In the lattice of ideals, what are the lowerbounds of the prime ideals? Take the lattice of ideals in a non-commutative ring with 1. It is well known that the lowerbounds of all the maximal ideals are the superfluous ideals. Is there a similar characterization for the lowerbounds of all the prime ideals? They must be close to the sum of nilpotent ideals but I can't seem to prove it.
 A: The situation for the maximal ideals is clear cut since the greatest lower bound (their intersection, the Brown-McCoy radical) happens to be the biggest superfluous ideal of the ring. Any ideal below it is also superfluous, and it contains all superfluous ideals.
Following this, we consider the intersection of all prime ideals (The "lower nilradical", "prime radical" or "Baer radical"). 
It's known (you can check Lambek's Lectures on rings and modules) that the prime radical of a ring consists of all its strongly nilpotent elements. (The definition of $a$ being "strongly nilpotent" is that every sequence beginning with $a_1=a$ such that $a_{i+1}\in a_nRa_n$ has a term which is zero, so that it terminates in zeros.)

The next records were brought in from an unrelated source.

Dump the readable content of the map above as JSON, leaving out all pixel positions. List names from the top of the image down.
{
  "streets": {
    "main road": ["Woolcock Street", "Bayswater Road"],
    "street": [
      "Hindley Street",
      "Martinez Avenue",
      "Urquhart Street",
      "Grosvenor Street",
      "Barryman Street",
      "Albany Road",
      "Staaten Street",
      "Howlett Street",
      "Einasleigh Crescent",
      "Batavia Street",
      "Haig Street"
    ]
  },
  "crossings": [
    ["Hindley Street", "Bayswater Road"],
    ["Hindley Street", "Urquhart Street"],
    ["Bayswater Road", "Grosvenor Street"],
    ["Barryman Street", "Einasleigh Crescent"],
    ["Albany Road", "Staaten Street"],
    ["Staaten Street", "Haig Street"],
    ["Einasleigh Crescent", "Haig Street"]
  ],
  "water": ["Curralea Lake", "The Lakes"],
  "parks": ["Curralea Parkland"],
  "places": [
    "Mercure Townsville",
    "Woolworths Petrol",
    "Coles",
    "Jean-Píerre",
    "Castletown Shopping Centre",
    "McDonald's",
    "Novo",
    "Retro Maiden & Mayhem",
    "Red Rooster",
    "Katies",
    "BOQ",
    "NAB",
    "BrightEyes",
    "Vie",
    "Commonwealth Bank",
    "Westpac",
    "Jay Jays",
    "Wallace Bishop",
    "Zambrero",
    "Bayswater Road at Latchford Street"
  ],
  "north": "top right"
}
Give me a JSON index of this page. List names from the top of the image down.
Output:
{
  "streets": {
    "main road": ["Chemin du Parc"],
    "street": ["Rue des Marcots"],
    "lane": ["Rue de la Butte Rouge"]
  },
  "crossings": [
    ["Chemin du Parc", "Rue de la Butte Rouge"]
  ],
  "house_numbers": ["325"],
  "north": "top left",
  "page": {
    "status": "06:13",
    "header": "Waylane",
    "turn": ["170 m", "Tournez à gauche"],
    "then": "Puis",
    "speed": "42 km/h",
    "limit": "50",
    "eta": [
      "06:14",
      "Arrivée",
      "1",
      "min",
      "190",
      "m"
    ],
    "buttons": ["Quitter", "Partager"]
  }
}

If we define a "strongly nil ideal" to be one in which all elements are strongly nilpotent, then the prime radical is the largest strongly nil ideal, and it is obvious that all ideals contained within it are strongly nil ideals, and it's clear that all strongly nil ideals are contained in the prime radical.

The sum of all nilpotent ideals is obviously contained inside the prime radical, but it may be strictly smaller.